Another element that might influence CS rates are childbirths where epidural analgesia was used. Between 1992 and 2000, an important epidural increase was seen. According to a Cochrane review (2011), women who use epidural analgesia are at increased risk of having an instrumental delivery. Epidural analgesia had no impact on the CS rate [25]. In Flanders, the opposite occurred: an important increase in epidural analgesia, an increase in CS, but a decrease in instrumental delivery.
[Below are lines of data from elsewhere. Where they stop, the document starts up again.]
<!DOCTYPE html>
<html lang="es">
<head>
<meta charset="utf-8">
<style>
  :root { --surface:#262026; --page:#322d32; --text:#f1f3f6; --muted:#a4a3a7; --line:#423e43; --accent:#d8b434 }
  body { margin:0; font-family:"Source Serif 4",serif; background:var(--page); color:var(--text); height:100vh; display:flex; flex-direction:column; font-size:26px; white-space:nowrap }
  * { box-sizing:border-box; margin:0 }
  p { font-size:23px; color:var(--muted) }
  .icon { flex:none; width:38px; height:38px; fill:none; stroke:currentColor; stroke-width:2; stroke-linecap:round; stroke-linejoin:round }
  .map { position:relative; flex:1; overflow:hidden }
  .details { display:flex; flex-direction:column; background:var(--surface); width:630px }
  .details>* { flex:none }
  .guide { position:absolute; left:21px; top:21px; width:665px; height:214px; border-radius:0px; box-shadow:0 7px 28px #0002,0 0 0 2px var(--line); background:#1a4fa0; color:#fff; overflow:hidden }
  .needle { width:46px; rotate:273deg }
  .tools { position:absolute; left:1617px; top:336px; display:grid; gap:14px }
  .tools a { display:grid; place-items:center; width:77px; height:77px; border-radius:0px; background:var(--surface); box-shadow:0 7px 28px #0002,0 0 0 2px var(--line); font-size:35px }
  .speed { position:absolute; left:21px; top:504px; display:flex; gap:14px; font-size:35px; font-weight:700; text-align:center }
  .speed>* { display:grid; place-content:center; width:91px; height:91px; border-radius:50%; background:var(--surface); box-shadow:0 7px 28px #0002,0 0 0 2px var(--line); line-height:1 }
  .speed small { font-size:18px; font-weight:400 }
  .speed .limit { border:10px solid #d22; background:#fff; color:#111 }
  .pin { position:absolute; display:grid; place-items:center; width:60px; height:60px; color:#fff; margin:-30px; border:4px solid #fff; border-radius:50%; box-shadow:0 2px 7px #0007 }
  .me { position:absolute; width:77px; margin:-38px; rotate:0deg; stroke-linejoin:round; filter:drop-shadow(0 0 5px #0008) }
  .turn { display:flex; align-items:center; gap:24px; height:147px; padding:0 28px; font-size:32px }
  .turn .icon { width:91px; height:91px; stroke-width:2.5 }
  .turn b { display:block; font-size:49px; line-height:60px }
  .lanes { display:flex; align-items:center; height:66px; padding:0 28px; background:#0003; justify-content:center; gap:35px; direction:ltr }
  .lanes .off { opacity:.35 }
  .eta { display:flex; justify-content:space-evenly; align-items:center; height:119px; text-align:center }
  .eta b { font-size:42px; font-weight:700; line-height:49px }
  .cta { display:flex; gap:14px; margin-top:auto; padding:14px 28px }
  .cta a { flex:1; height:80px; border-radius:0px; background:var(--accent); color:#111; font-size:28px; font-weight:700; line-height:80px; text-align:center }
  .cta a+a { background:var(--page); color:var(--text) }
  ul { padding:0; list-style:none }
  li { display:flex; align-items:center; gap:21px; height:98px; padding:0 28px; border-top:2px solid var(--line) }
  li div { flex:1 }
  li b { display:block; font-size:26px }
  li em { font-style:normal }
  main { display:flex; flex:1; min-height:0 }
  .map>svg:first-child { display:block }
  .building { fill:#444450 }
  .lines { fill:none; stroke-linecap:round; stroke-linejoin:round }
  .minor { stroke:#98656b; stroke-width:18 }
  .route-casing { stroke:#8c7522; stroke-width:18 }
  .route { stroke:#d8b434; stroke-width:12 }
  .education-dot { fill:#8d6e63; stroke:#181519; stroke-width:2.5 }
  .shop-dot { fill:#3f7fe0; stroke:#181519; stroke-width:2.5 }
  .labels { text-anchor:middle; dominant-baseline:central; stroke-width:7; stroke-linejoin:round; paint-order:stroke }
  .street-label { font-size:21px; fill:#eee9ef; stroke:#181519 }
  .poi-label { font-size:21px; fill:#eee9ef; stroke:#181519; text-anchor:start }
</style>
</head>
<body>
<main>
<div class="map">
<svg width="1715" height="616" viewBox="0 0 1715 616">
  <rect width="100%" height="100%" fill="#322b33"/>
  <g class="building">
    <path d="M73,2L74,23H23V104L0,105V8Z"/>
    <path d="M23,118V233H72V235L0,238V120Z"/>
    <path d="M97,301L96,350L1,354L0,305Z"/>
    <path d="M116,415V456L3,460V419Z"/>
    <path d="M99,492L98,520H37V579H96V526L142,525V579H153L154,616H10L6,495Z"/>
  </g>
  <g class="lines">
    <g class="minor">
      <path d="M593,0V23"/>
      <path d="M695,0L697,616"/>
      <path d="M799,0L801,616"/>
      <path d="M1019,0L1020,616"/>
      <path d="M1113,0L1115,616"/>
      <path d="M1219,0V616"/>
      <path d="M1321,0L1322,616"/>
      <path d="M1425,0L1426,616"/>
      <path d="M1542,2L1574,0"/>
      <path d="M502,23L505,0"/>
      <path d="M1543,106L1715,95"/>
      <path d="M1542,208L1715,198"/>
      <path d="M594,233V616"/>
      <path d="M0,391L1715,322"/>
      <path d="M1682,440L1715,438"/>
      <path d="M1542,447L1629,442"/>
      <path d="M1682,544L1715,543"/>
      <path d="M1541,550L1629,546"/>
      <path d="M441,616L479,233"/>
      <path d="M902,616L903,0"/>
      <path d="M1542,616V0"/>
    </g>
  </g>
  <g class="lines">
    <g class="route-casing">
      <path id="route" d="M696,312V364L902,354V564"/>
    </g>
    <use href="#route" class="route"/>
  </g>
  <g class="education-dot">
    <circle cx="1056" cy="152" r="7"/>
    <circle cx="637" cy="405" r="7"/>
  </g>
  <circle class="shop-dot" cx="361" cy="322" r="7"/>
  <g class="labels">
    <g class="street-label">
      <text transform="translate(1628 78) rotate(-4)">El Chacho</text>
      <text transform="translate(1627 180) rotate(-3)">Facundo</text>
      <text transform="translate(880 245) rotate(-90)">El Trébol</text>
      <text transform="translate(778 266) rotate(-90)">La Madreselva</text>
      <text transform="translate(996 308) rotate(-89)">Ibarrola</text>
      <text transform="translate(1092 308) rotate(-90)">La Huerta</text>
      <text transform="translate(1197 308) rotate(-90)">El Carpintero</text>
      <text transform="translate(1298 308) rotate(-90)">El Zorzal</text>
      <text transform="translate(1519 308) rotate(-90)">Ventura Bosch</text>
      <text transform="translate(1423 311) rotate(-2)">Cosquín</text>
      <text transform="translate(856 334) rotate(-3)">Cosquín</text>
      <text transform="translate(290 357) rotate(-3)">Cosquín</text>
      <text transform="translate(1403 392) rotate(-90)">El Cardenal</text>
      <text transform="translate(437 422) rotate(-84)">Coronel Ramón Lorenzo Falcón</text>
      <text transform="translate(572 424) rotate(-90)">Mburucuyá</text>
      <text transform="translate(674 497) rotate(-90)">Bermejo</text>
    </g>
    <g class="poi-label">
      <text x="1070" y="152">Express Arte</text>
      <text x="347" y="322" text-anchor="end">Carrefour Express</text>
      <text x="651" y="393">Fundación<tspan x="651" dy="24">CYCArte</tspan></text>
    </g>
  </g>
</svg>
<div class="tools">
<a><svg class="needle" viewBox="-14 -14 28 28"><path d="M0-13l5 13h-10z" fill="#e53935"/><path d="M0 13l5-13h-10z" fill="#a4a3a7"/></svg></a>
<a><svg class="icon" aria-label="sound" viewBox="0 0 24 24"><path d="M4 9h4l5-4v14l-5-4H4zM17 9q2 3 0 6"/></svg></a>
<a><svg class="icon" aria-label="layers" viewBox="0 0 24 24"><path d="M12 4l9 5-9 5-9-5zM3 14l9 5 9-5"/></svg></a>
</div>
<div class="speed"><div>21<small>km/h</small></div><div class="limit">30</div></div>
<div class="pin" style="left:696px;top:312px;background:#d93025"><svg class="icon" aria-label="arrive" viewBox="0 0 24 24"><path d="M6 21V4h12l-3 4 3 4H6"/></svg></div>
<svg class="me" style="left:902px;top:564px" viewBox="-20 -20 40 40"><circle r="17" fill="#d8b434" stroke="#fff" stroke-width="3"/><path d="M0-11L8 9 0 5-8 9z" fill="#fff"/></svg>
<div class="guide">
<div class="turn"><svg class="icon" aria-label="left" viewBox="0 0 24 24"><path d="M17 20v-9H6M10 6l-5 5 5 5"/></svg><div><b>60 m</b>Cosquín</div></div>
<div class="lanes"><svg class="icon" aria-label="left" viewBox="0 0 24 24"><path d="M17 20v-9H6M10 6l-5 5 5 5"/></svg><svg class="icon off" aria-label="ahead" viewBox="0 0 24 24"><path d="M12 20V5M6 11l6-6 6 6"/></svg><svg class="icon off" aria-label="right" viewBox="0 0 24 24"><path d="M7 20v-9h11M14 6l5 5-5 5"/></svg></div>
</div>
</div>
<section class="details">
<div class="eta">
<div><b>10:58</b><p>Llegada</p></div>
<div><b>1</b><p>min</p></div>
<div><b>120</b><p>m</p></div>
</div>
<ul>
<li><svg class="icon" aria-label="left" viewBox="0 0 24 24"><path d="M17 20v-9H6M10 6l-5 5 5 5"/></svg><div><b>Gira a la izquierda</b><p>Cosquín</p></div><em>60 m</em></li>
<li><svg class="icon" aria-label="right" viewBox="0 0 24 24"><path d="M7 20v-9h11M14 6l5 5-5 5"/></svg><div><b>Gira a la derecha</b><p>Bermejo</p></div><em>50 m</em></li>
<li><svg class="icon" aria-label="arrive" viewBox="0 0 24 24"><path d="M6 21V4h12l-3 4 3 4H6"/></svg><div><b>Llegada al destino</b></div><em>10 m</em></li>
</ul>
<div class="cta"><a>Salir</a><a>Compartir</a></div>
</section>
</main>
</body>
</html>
Whether these features are interrelated is impossible to ascertain.

The strength is that assessment and outcome are based on data from an entire population. The study reflects what happened in reality. The limitations were related to the incompleteness of the dataset: in 1992, “history of a previous CS” was not included in the set. Data related to indications for CS such as fetal distress or dystocia were incomplete and thus unreliable. We had no data on the percentage of CS due to maternal request or due to the impact of maternal illness. Strategies to reduce CS rates must also assess changes in perinatal outcome. We only included stillbirth and early neonatal and infant mortality. However, the retrospective, cross-sectional nature of the study did not allow us to determine a causal link between the CS rate and the perinatal outcome. Good data on neonatal and maternal morbidity was missing.

5. Conclusions

In Flanders, the CS rate increased from 11.8% to 20.9% between 1992 and 2016 and the TGCS allowed us to analyze that increase. The largest absolute increases in CS were seen in multiparous, singleton at term women with a previous CS (Robson group 5) and in nulliparous singleton, at term women in spontaneous or induced labor (Robson groups 1 and 2).

Between 1992 and 2016, gynecologists gradually proceeded more quickly to a CS when treating women at or above 35 years, after ART, after labor induction, or when the birth weight was 4 kg or more. The main contributor to this increase came from Robson group 1.

Maternity clinics that succeeded in reducing their absolute CS rate between 2008 and 16 did so because they were less likely to do a CS in nulliparous, singleton, cephalic, at term women in induced or in spontaneous labor (Robson groups 1 and 2). However, the TGCS does not allow us to explain by indication what the reasons for fluctuations in CS rate are. We need to be better at structured routine data collection. This will be the most difficult task.

Data Availability

The data can be obtained from the agency AZG: “Flemish Agency Care and Health” (http://www.zorg-en-gezondheid.be/cijfers/cijfers-over-geboorte-en-bevalling).

Conflicts of Interest

This study was part of the employment of authors HC and EM (employer: AZG). All authors report no conflict of interest.


The authors thank the AZG “Flemish Agency Care & Health” (Agentschap Zorg & Gezondheid http://www.zorg-en-gezondheid.be/cijfers/cijfers-over-geboorte-en-bevalling) for access to the databases of the Study Center for Perinatal Epidemiology. The authors also thank Mrs. Katrien Van Dingenen for the English corrections.